Let $X$ be a complex variety with a good stratification $S$ and consider the category $Perv_S(X)$ of sheaves perverse with respect to the given stratification (with middle perversity) lying in $D^b_S(X,k)$, where $k$ is a field. By good I mean that the derived pushforward from any stratum of a complex with constructible cohomology is constructible with respect to the same stratification.

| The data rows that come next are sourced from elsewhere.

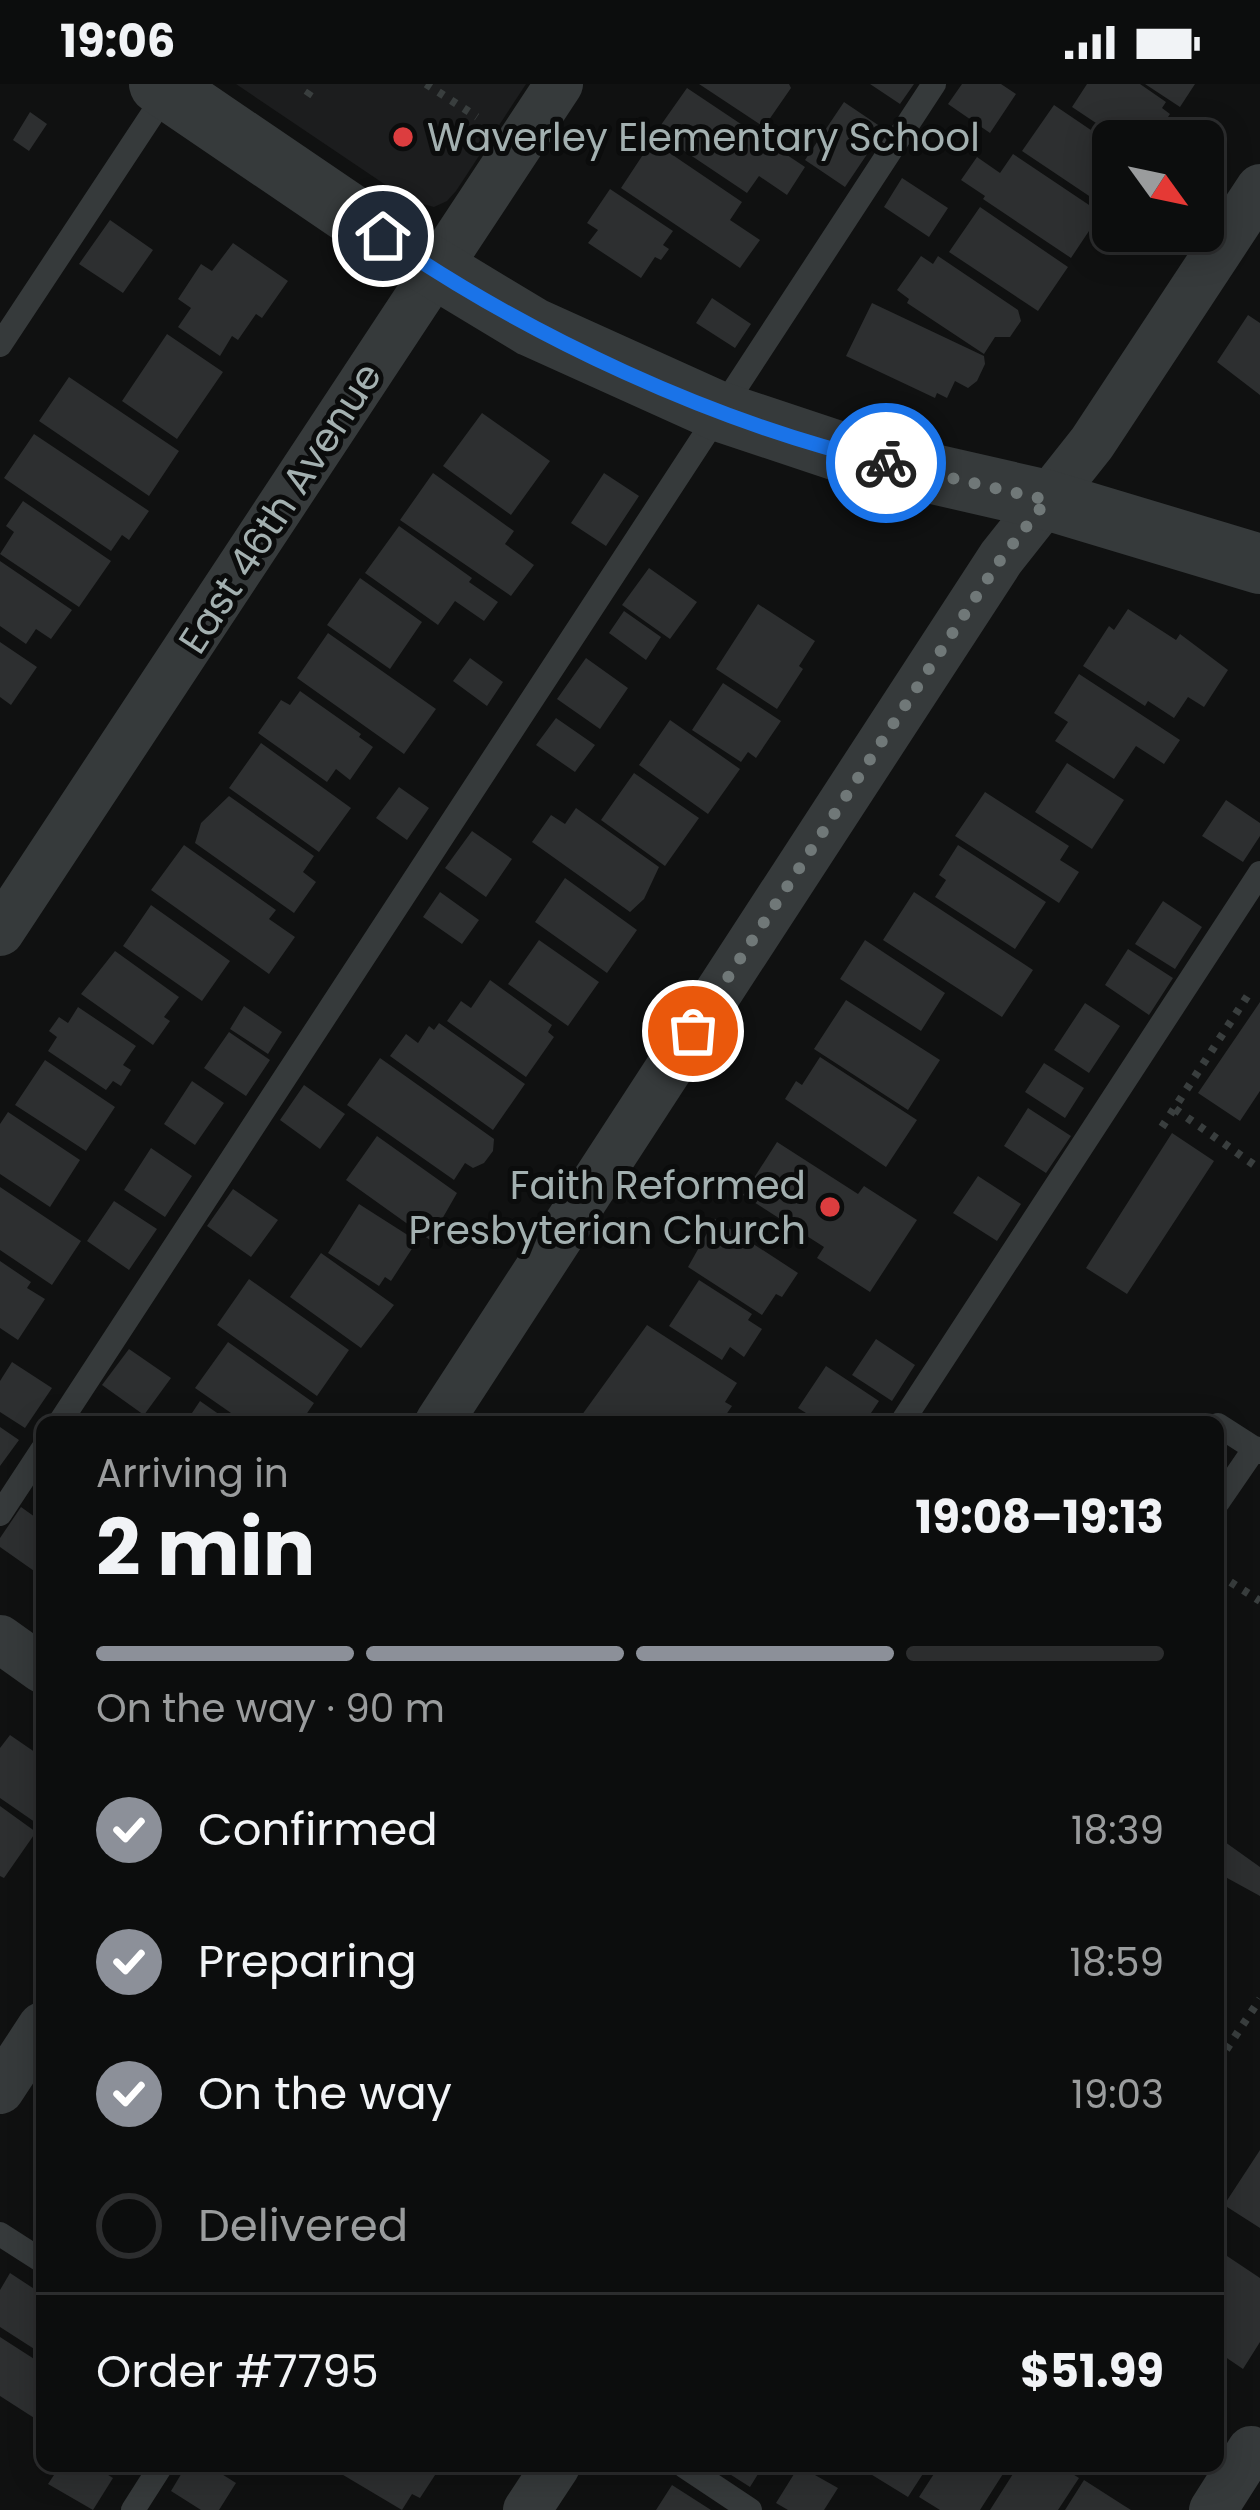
<!DOCTYPE html>
<html lang="en">
<head>
<meta charset="utf-8">
<style>
  body { margin:0; font-family:Poppins,sans-serif; background:#151616; color:#f1f3f6; height:100vh; display:flex; flex-direction:column; font-size:45px; white-space:nowrap }
  * { box-sizing:border-box; margin:0 }
  p { font-size:39px; color:#9a9c9d }
  .icon { flex:none; width:66px; height:66px; fill:none; stroke:currentColor; stroke-width:2; stroke-linecap:round; stroke-linejoin:round }
  .map { position:relative; flex:1; overflow:hidden }
  .drawer { position:absolute; left:36px; top:1332px; width:1188px; height:1056px; display:flex; flex-direction:column; background:#0c0d0d; border-radius:18px; box-shadow:0 6px 30px #0003,0 0 0 3px #2c2d2e }
  .drawer>* { flex:none }
  .needle { width:78px; rotate:123deg }
  .buttons { position:absolute; left:1092px; top:36px; display:grid; gap:24px }
  .buttons a { display:grid; place-items:center; width:132px; height:132px; border-radius:18px; background:#0c0d0d; box-shadow:0 6px 30px #0003,0 0 0 3px #2c2d2e; font-size:60px }
  .pin { position:absolute; display:grid; place-items:center; width:102px; height:102px; color:#fff; margin:-51px; border:6px solid #fff; border-radius:50%; box-shadow:0 3px 12px #0007 }
  .courier { position:absolute; display:grid; place-items:center; width:120px; height:120px; margin:-60px; border:9px solid #1a73e8; border-radius:50%; background:#fff; color:#222; box-shadow:0 3px 15px #0007 }
  .summary em { font-style:normal; font-weight:700 }
  .summary div { display:flex; flex-direction:column-reverse }
  .summary { display:flex; align-items:center; justify-content:space-between; height:204px; padding:0 60px }
  h1 { font-size:78px; font-weight:700; line-height:90px }
  .bar { display:grid; grid-template-columns:repeat(4,1fr); gap:18px 12px; align-content:center; height:144px; padding:0 60px }
  .bar i { height:15px; border-radius:9px; background:#2c2d2e }
  .bar .current { background:#8c9099 }
  .bar p { grid-column:span 4 }
  .line { display:flex; align-items:center; gap:30px; padding:0 60px; border-top:3px solid #2c2d2e }
  .line div { flex:1 }
  ol { padding:0 60px; list-style:none }
  li { display:flex; align-items:center; gap:36px; height:132px }
  li p { margin-inline-start:auto }
  li .icon { padding:12px; border-radius:50%; background:#8c9099; color:#fff; stroke-width:4 }
  li:last-child { color:#9a9c9d }
  li i { width:66px; height:66px; border:6px solid #2c2d2e; border-radius:50% }
  .status { display:flex; justify-content:space-between; align-items:center; height:84px; padding:0 60px; background:#0c0d0d; direction:ltr }
  .status svg { height:33px; fill:currentColor }
  .map>svg:first-child { display:block }
</style>
</head>
<body>
<div class="status"><b>19:06</b><svg viewBox="0 0 49 12"><path d="M0 12V9h3v3zM5 12V6h3v6zM10 12V3h3v9zM15 12V0h3v12zM26 1h20v11H26zM47 4h2v5h-2z"/></svg></div>
<div class="map">
<svg width="1260" height="2426" viewBox="0 0 1260 2426">
  <rect width="100%" height="100%" fill="#101111"/>
  <path fill="#1c1d1e" d="M 236,0 L 526,0 L 456,107 L 447,117 L 434,123 L 408,116 Z"/>
  <path fill="#2d2f30" d="M 699,0 L 789,0 L 791,4 L 764,43 Z
    M 870,0 L 914,0 L 900,20 Z
    M 962,0 L 1001,0 L 1016,10 L 990,49 L 948,20 Z
    M 1087,0 L 1140,0 L 1166,18 L 1162,24 L 1170,30 L 1152,57 L 1123,57 L 1072,23 Z
    M 1145,0 L 1195,0 L 1180,23 Z
    M 687,4 L 805,83 L 787,111 L 759,92 L 747,109 L 656,48 Z
    M 844,18 L 884,45 L 845,103 L 805,76 Z
    M 1054,21 L 1113,61 L 1113,128 L 1022,67 Z
    M 30,28 L 47,40 L 29,67 L 13,56 Z
    M 652,57 L 742,118 L 730,136 L 760,156 L 740,184 L 621,104 Z
    M 1013,70 L 1101,129 L 1071,174 L 983,115 L 985,112 L 961,96 L 977,73 L 1000,89 Z
    M 902,94 L 948,124 L 929,153 L 884,123 Z
    M 610,105 L 673,147 L 663,161 L 669,165 L 661,176 L 655,173 L 641,194 L 588,159 L 598,146 L 587,139 Z
    M 980,123 L 1068,183 L 1038,227 L 949,168 Z
    M 110,136 L 153,166 L 123,209 L 79,180 Z
    M 233,159 L 288,197 L 262,234 L 256,230 L 238,256 L 232,252 L 220,272 L 178,243 L 191,224 L 178,215 L 201,180 L 212,187 Z
    M 921,172 L 933,180 L 938,172 L 1018,226 L 1021,237 L 1010,253 L 995,253 L 984,270 L 907,219 L 909,215 L 897,206 Z
    M 712,214 L 751,240 L 735,264 L 696,239 Z
    M 872,219 L 984,272 L 985,280 L 977,297 L 968,304 L 955,297 L 947,314 L 937,309 L 935,314 L 846,272 Z
    M 1248,231 L 1260,239 L 1260,311 L 1217,278 Z
    M 167,250 L 223,288 L 177,355 L 122,317 Z
    M 69,293 L 179,367 L 149,412 L 39,337 Z
    M 482,329 L 550,377 L 511,431 L 443,382 Z
    M 34,350 L 149,427 L 129,456 L 122,451 L 111,467 L 4,394 Z
    M 433,389 L 514,447 L 505,460 L 534,481 L 511,512 L 400,436 Z
    M 604,389 L 639,412 L 606,462 L 571,439 Z
    M 23,417 L 111,477 L 79,523 L 0,470 L 14,448 L 6,442 Z
    M 399,442 L 472,494 L 469,498 L 498,518 L 484,537 L 455,517 L 438,541 L 365,489 Z
    M 0,477 L 72,526 L 51,555 L 36,545 L 26,560 L 0,542 Z
    M 649,484 L 697,518 L 670,555 L 622,521 Z
    M 360,494 L 422,538 L 390,585 L 327,541 Z
    M 758,520 L 815,557 L 799,582 L 803,585 L 777,625 L 716,585 Z
    M 1128,525 L 1176,556 L 1180,550 L 1228,586 L 1204,623 L 1188,613 L 1174,634 L 1148,617 L 1145,622 L 1083,582 L 1109,542 L 1114,546 Z
    M 624,527 L 661,553 L 646,576 L 609,549 Z
    M 328,549 L 436,625 L 404,670 L 297,594 Z
    M 0,558 L 37,583 L 11,621 L 0,613 Z
    M 470,574 L 503,598 L 487,622 L 453,597 Z
    M 586,574 L 628,604 L 600,645 L 557,615 Z
    M 1079,590 L 1180,656 L 1164,680 L 1136,662 L 1114,695 L 1055,657 L 1068,638 L 1054,629 Z
    M 723,599 L 781,637 L 756,674 L 748,668 L 741,678 L 692,646 Z
    M 300,607 L 361,650 L 359,653 L 373,663 L 350,696 L 336,685 L 327,698 L 258,649 L 281,616 L 290,621 Z
    M 556,634 L 595,661 L 575,688 L 536,661 Z
    M 670,636 L 740,685 L 708,730 L 639,681 Z
    M 261,659 L 351,724 L 319,768 L 229,704 Z
    M 1067,679 L 1124,716 L 1092,765 L 1035,728 Z
    M 634,689 L 699,734 L 665,782 L 601,736 Z
    M 399,703 L 429,724 L 407,756 L 376,734 Z
    M 985,708 L 1069,762 L 1060,776 L 1079,788 L 1059,819 L 955,752 Z
    M 229,712 L 314,772 L 303,788 L 316,798 L 294,829 L 195,759 L 201,739 Z
    M 1226,716 L 1260,739 L 1260,752 L 1243,778 L 1202,752 Z
    M 576,724 L 659,783 L 644,815 L 630,828 L 532,758 L 551,731 L 565,740 Z
    M 472,747 L 512,775 L 486,813 L 445,784 Z
    M 184,761 L 276,826 L 269,835 L 295,853 L 269,890 L 151,806 Z
    M 958,761 L 1046,818 L 1015,865 L 935,813 L 946,796 L 939,791 Z
    M 565,794 L 637,846 L 607,889 L 535,838 Z
    M 440,808 L 479,836 L 462,860 L 423,833 Z
    M 914,808 L 1033,886 L 1002,933 L 883,856 Z
    M 1163,817 L 1202,843 L 1175,885 L 1135,860 Z
    M 151,821 L 230,877 L 202,917 L 123,862 Z
    M 539,856 L 599,898 L 568,942 L 508,900 Z
    M 865,856 L 945,909 L 921,947 L 840,895 Z
    M 1128,865 L 1173,894 L 1149,931 L 1105,901 Z
    M 115,867 L 179,913 L 164,933 L 170,937 L 153,961 L 81,910 Z
    M 490,896 L 552,941 L 548,948 L 554,953 L 526,993 L 447,937 L 461,917 L 471,924 Z
    M 846,916 L 940,976 L 908,1026 L 814,965 Z
    M 1260,918 L 1260,1007 L 1240,1037 L 1198,1009 Z
    M 1085,919 L 1120,942 L 1089,989 L 1054,966 Z
    M 244,922 L 282,948 L 268,970 L 230,945 Z
    M 78,923 L 136,962 L 123,981 L 131,986 L 121,1002 L 113,997 L 106,1006 L 48,967 L 57,953 L 49,947 L 59,933 L 68,939 Z
    M 439,939 L 525,1000 L 493,1046 L 390,972 L 406,950 L 418,959 L 429,942 L 434,946 Z
    M 229,948 L 270,976 L 246,1012 L 204,984 Z
    M 820,973 L 917,1036 L 886,1083 L 785,1015 L 796,997 L 802,1001 Z
    M 380,974 L 494,1055 L 493,1067 L 484,1079 L 473,1084 L 465,1079 L 454,1096 L 347,1021 Z
    M 45,976 L 115,1023 L 86,1067 L 15,1021 Z
    M 1044,979 L 1084,1004 L 1065,1034 L 1025,1008 Z
    M 192,997 L 224,1019 L 195,1061 L 164,1040 Z
    M 304,1001 L 345,1030 L 320,1065 L 280,1036 Z
    M 1028,1024 L 1071,1052 L 1046,1089 L 1004,1062 Z
    M 8,1028 L 80,1076 L 50,1123 L 0,1090 L 0,1040 Z
    M 1172,1049 L 1214,1077 L 1127,1210 L 1086,1184 Z
    M 377,1052 L 457,1109 L 430,1156 L 346,1096 Z
    M 777,1058 L 858,1110 L 864,1102 L 917,1136 L 870,1208 L 817,1174 L 824,1163 L 743,1111 Z
    M 151,1064 L 192,1092 L 165,1133 L 124,1106 Z
    M 978,1092 L 1021,1120 L 997,1157 L 953,1129 Z
    M 0,1103 L 81,1157 L 52,1201 L 0,1166 Z
    M 233,1105 L 278,1136 L 251,1173 L 207,1142 Z
    M 114,1117 L 157,1145 L 129,1186 L 87,1157 Z
    M 359,1120 L 417,1157 L 391,1197 L 385,1193 L 379,1202 L 328,1169 Z
    M 715,1135 L 798,1189 L 782,1213 L 776,1210 L 762,1231 L 688,1183 Z
    M 321,1169 L 394,1221 L 361,1264 L 290,1213 Z
    M 0,1177 L 31,1198 L 27,1204 L 45,1215 L 18,1256 L 0,1244 Z
    M 249,1195 L 349,1266 L 317,1312 L 217,1241 Z
    M 699,1196 L 752,1230 L 748,1236 L 762,1245 L 744,1273 L 730,1263 L 722,1276 L 669,1242 Z
    M 647,1241 L 737,1299 L 725,1318 L 732,1322 L 721,1338 L 579,1335 Z
    M 876,1255 L 915,1281 L 892,1317 L 852,1291 Z
    M 228,1258 L 314,1319 L 301,1338 L 244,1338 L 195,1304 Z
    M 129,1265 L 171,1294 L 144,1331 L 102,1301 Z
    M 12,1278 L 52,1304 L 25,1344 L 0,1328 L 0,1297 Z
    M 826,1282 L 879,1317 L 865,1338 L 812,1338 L 814,1334 L 798,1324 Z
    M 200,1317 L 230,1338 L 186,1338 Z
    M 0,1343 L 19,1356 L 0,1382 Z
    M 21,1423 L 42,1438 L 42,1481 L 37,1489 L 0,1463 L 0,1454 Z
    M 10,1651 L 42,1673 L 42,1743 L 0,1714 L 0,1664 Z
    M 0,1722 L 36,1748 L 4,1794 L 0,1792 Z
    M 1218,1753 L 1260,1783 L 1260,1812 L 1218,1789 Z
    M 1260,2066 L 1260,2144 L 1224,2121 Z
    M 1218,2166 L 1260,2194 L 1260,2258 L 1243,2285 L 1218,2268 Z
    M 10,2189 L 42,2210 L 42,2270 L 0,2243 L 0,2206 Z
    M 0,2253 L 42,2280 L 42,2339 L 0,2312 Z
    M 60,2382 L 94,2382 L 113,2394 L 93,2426 L 48,2400 Z
    M 186,2382 L 209,2382 L 236,2399 L 219,2426 L 201,2426 L 171,2407 Z
    M 328,2382 L 441,2382 L 420,2414 L 412,2410 L 402,2426 Z
    M 717,2382 L 763,2382 L 750,2403 Z
    M 799,2382 L 838,2404 L 824,2426 L 788,2426 L 776,2419 Z
    M 866,2382 L 928,2382 L 908,2413 L 864,2386 Z
    M 939,2382 L 1008,2382 L 980,2426 L 940,2426 L 919,2413 Z
    M 1018,2382 L 1060,2382 L 1079,2394 L 1058,2426 L 990,2426 Z
    M 1084,2396 L 1123,2421 L 1131,2426 L 1065,2426 Z
    M 672,2401 L 711,2426 L 656,2426 Z"/>
  <g fill="none" stroke-linecap="round" stroke-linejoin="round">
    <path stroke="#393e3e" stroke-width="8" stroke-dasharray="6 9" stroke-linecap="butt" d="M 426,0 L 477,33
      M 307,12 L 315,0
      M 1175,1025 L 1260,1085
      M 1162,1043 L 1250,908
      M 1218,1490 L 1260,1517
      M 1218,1978 L 1260,1915"/>
    <path stroke="#363a3b" stroke-width="24" d="M 0,261 L 167,8
      M 60,1338 L 934,0
      M 902,1338 L 1260,789
      M 1218,1341 L 1260,1368
      M 1218,1418 L 1255,1364
      M 0,1430 L 42,1366
      M 0,2150 L 42,2177
      M 684,2382 L 750,2426
      M 133,2426 L 161,2382"/>
    <path stroke="#363a3b" stroke-width="48" d="M 0,848 L 559,0
      M 439,1338 L 1001,474 L 1092,359 L 1260,104
      M 0,1555 L 42,1585
      M 0,2006 L 42,1942
      M 527,2426 L 556,2382
      M 1213,2426 L 1251,2366"/>
    <path stroke="#363a3b" stroke-width="60" d="M 159,0 L 393,159 L 532,243 L 718,327 L 850,371 L 1047,416 L 1260,480"/>
  </g>
  <g fill="none" stroke-linecap="round" stroke-linejoin="round">
    <path stroke="#707878" stroke-width="12" stroke-dasharray="0 21.6" d="M 693,947 L 998,479 L 1047,416 L 886,379"/>
    <path stroke="#1a73e8" stroke-width="15" d="M 383,152 C 528,252 714,339 886,379"/>
  </g>
  <g fill="#dc3d3f" stroke="#0b0c0c" stroke-width="4.5">
    <circle cx="403" cy="53" r="12"/>
    <circle cx="830" cy="1123" r="12"/>
  </g>
  <g text-anchor="middle" dominant-baseline="central" stroke-width="10" stroke-linejoin="round" paint-order="stroke">
    <g font-size="39" fill="#a3b0b0" stroke="#0b0c0c" text-anchor="start">
      <text x="427" y="53">Waverley Elementary School</text>
      <text x="806" y="1101" text-anchor="end">Faith Reformed<tspan x="806" dy="45">Presbyterian Church</tspan></text>
    </g>
    <g font-size="39" fill="#a3b0b0" stroke="#0b0c0c">
      <text transform="translate(280 424) rotate(-57)">East 46th Avenue</text>
    </g>
  </g>
</svg>
<div class="buttons">
<a><svg class="needle" viewBox="-14 -14 28 28"><path d="M0-13l5 13h-10z" fill="#e53935"/><path d="M0 13l5-13h-10z" fill="#9a9c9d"/></svg></a>
</div>
<div class="pin" style="left:693px;top:947px;background:#ea580c"><svg class="icon" aria-label="bag" viewBox="0 0 24 24"><path d="M5 8h14l-1 12H6zM9 8a3 3 0 0 1 6 0"/></svg></div>
<div class="pin" style="left:383px;top:152px;background:#1f2937"><svg class="icon" aria-label="home" viewBox="0 0 24 24"><path d="M3 11l9-7 9 7M6 9v11h12V9"/></svg></div>
<div class="courier" style="left:886px;top:379px"><svg class="icon" aria-label="bike" viewBox="0 0 24 24"><circle cx="6" cy="16" r="4"/><circle cx="18" cy="16" r="4"/><path d="M6 16l4-8h5l3 8M10 8l3 8H6M13 5h3"/></svg></div>
<section class="drawer">
<div class="summary"><div><h1>2 min</h1><p>Arriving in</p></div><em>19:08–19:13</em></div>
<div class="bar"><i class="current"></i><i class="current"></i><i class="current"></i><i></i><p>On the way · 90 m</p></div>
<ol>
<li><svg class="icon" aria-label="check" viewBox="0 0 24 24"><path d="M5 12l5 5 9-10"/></svg>Confirmed<p>18:39</p></li>
<li><svg class="icon" aria-label="check" viewBox="0 0 24 24"><path d="M5 12l5 5 9-10"/></svg>Preparing<p>18:59</p></li>
<li><svg class="icon" aria-label="check" viewBox="0 0 24 24"><path d="M5 12l5 5 9-10"/></svg>On the way<p>19:03</p></li>
<li><i></i>Delivered</li>
</ol>
<div class="line" style="height:156px"><div>Order #7795</div><b>$51.99</b></div>
</section>
</div>
</body>
</html>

I want to compute the Yoneda-$\text{Ext}$ groups for arbitrary perverse sheaves $F,G\in Perv_S(X)$. It is true that $\text{Ext}^i_{Perv_S(X)}(F,G)=\text{Hom}^i_{D^b_S(X,k)}(F,G)$ for $i=0,1$, since this is true for the heart of any $t$-structure. I know that this holds for $i>1$ if we do not fix a stratification, since the bounded derived category of $Perv(X)$ is equivalent to $D^b_c(X,k).$ Is the same result true for a fixed good stratification, or maybe with some additional hypotheses?

There is a paper on this topic by Beilinson: "On the derived category of perverse sheaves", where he idendtifies the bounded derived category of $Perv(X)$ with $D^b_c(X,k)$ (and also in a lot of other settings), and then writes:

a) The corresponding statement for the category of sheaves lisse along a fixed stratification is usually false,

but I am not sure whether this refers only to the $l$-adic case.